その三 「ファザー・チャイルド・リレーションシップ」


 「解放軍司令官」「救世主」「神の座に近い人」、いろいろな尊称で呼ばれたマッカーサーは、再生日本の家長とも見られる側面も持っていました。また日本女性たちにとっては、この上もなく頼りがいのある、理想的な男性とも映っていました。

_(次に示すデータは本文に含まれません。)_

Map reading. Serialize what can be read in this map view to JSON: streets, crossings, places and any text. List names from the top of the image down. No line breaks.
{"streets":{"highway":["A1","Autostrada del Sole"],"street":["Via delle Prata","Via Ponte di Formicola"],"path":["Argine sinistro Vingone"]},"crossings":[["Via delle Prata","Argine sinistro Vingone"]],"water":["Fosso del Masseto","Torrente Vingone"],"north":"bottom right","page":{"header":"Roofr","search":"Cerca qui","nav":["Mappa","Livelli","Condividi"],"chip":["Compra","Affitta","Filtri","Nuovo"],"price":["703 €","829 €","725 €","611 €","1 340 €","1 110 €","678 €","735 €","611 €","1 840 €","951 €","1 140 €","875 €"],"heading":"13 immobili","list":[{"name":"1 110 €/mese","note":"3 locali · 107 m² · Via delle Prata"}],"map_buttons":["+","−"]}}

 さらに日本女性たちのこの心理を強く増幅していた他の面がありました。それは、マッカーサーという人は「超」の字が上に付くほどの美男子であったことです。この編の冒頭でマッカーサーの好男子ぶりについて書いておきましたが、七〇歳の彼を見たジョン・ガンサーは「マッカーサーは素晴らしく男ぶりがいいー疑いもなく現代における最も男ぶりのよい男性の一人であろう」と語っています。ガンサーはお世辞など書く類の人ではありません。

 当時の日本女性たちの、マッカーサーに対する高まった敬慕の念と熱い思い、そしてこれらの情念がさらに熟成していった一部の女性たちがマッカーサー宛に書き送った手紙の中に、分類上「ファザー・チャイルド・リレーションシップ」というのがあります。

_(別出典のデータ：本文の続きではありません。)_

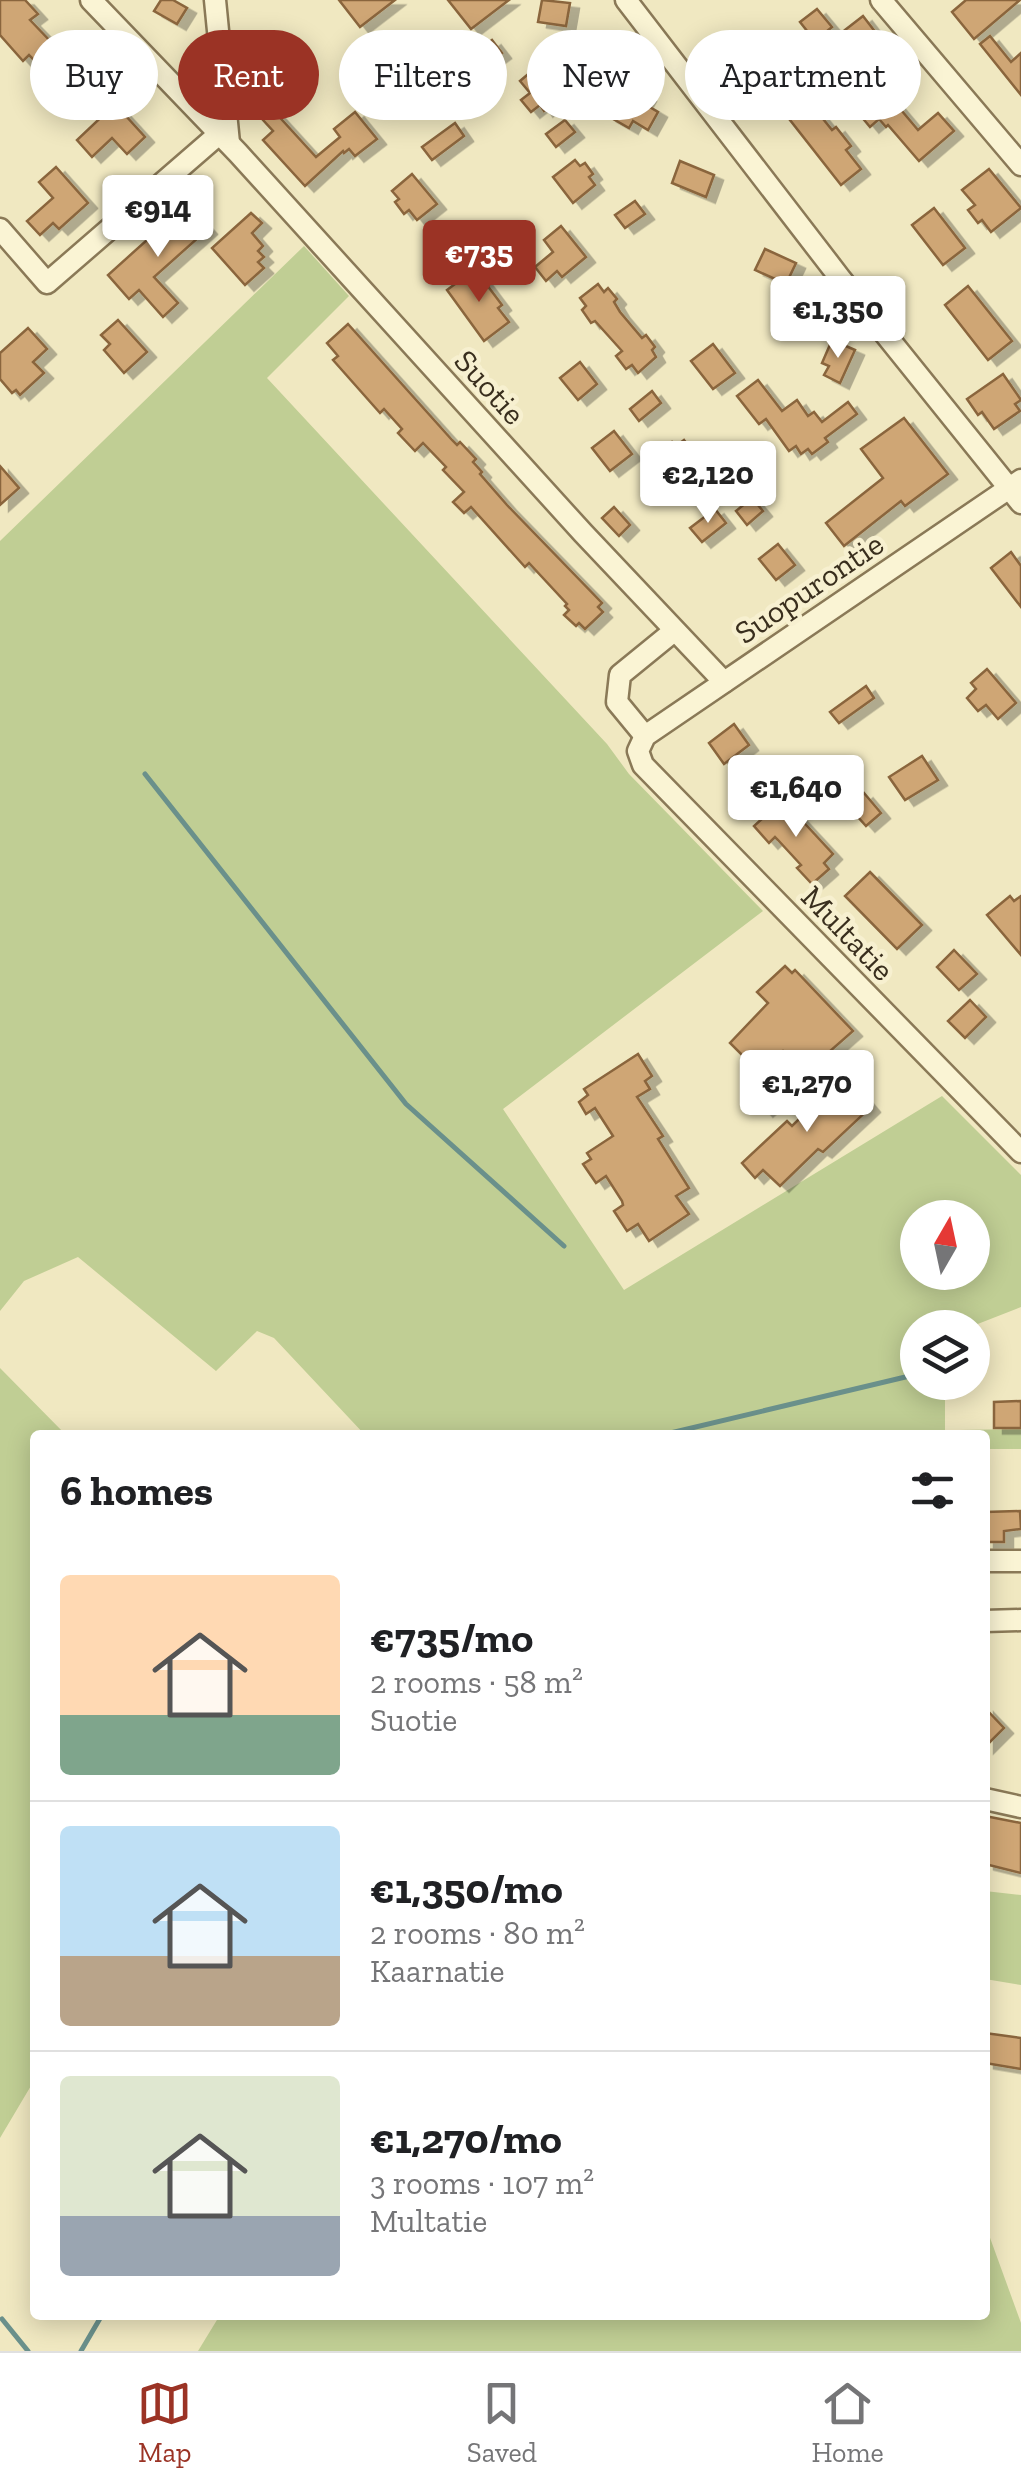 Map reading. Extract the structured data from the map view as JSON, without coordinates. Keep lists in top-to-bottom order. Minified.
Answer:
{"streets":{"street":["Suotie","Suopurontie","Multatie"]},"crossings":[["Suotie","Suopurontie"],["Suotie","Multatie"],["Suopurontie","Multatie"]],"north":"top","page":{"chip":["Buy","Rent","Filters","New","Apartment"],"price":["€914","€735","€1,350","€2,120","€1,640","€1,270"],"heading":"6 homes","list":[{"name":"€735/mo","note":"2 rooms · 58 m² · Suotie"},{"name":"€1,350/mo","note":"2 rooms · 80 m² · Kaarnatie"},{"name":"€1,270/mo","note":"3 rooms · 107 m² · Multatie"}],"tabs":["Map","Saved","Home"]}}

 この、「ファザー・チャイルド・リレーションシップ」という関係を持ちたいということは、ラブレターとしては熟成度最高の、ズバリ「あなたの子を生みたい」と表明したものだそうです。

 袖井がこの手紙の存在を知ったのは、彼の知人であるカンサス大学のグラント・グッドマン教授と会ったときでした。

 この歴史家の教授は、占領中占領軍総司令部のG2(情報部)の翻訳担当将校として勤務し、自身もマッカーサー宛に送られてくる日本人の手紙を翻訳していました。  「マッカーサーへの手紙」を書いていた袖井に対し、グッドマン教授はある日袖井に向かって尋ねたそうです。

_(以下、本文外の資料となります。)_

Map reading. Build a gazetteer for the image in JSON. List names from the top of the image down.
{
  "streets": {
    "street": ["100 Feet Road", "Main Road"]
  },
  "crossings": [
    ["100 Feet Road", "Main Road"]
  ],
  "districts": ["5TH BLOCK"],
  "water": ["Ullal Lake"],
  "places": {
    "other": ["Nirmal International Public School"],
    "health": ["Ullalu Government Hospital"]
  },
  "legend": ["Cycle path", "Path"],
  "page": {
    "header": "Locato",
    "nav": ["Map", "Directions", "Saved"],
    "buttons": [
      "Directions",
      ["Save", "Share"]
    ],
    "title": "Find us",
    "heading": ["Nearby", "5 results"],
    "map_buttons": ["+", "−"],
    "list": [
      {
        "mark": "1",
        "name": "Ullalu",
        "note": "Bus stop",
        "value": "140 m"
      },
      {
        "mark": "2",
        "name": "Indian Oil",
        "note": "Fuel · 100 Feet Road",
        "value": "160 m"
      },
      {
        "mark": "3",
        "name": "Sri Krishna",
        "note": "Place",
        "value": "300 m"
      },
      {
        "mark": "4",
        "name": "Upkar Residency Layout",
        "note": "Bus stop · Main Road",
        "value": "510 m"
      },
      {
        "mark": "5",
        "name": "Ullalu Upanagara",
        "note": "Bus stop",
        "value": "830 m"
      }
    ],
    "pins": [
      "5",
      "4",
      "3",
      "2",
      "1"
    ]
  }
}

「ミスター・ソデイ。君は日本女性たちがマッカーサーに 〝ファザー・チャイルド・リレーションシップ〟を持ちたいといってきた手紙が、今どこにあるか知らんか?」

「親子関係を持つというと?」

「つまり、あなたの子を生みたいということさ。ソウハッキリ書いてあったよ」

「それは驚きですね。今までそんな手紙は見たことはないですよ」

いやそういう手紙は何百通もあってね。私も同僚と一緒に大笑いしながら翻訳したもんだよ

 以上の会話が二人の間で交わされました。あの占領時代、このようなことが現実にあったんですね。この種の手紙は特別取り扱いにされていて、袖井をもってしてもいまそれらを見ることはできないといいます。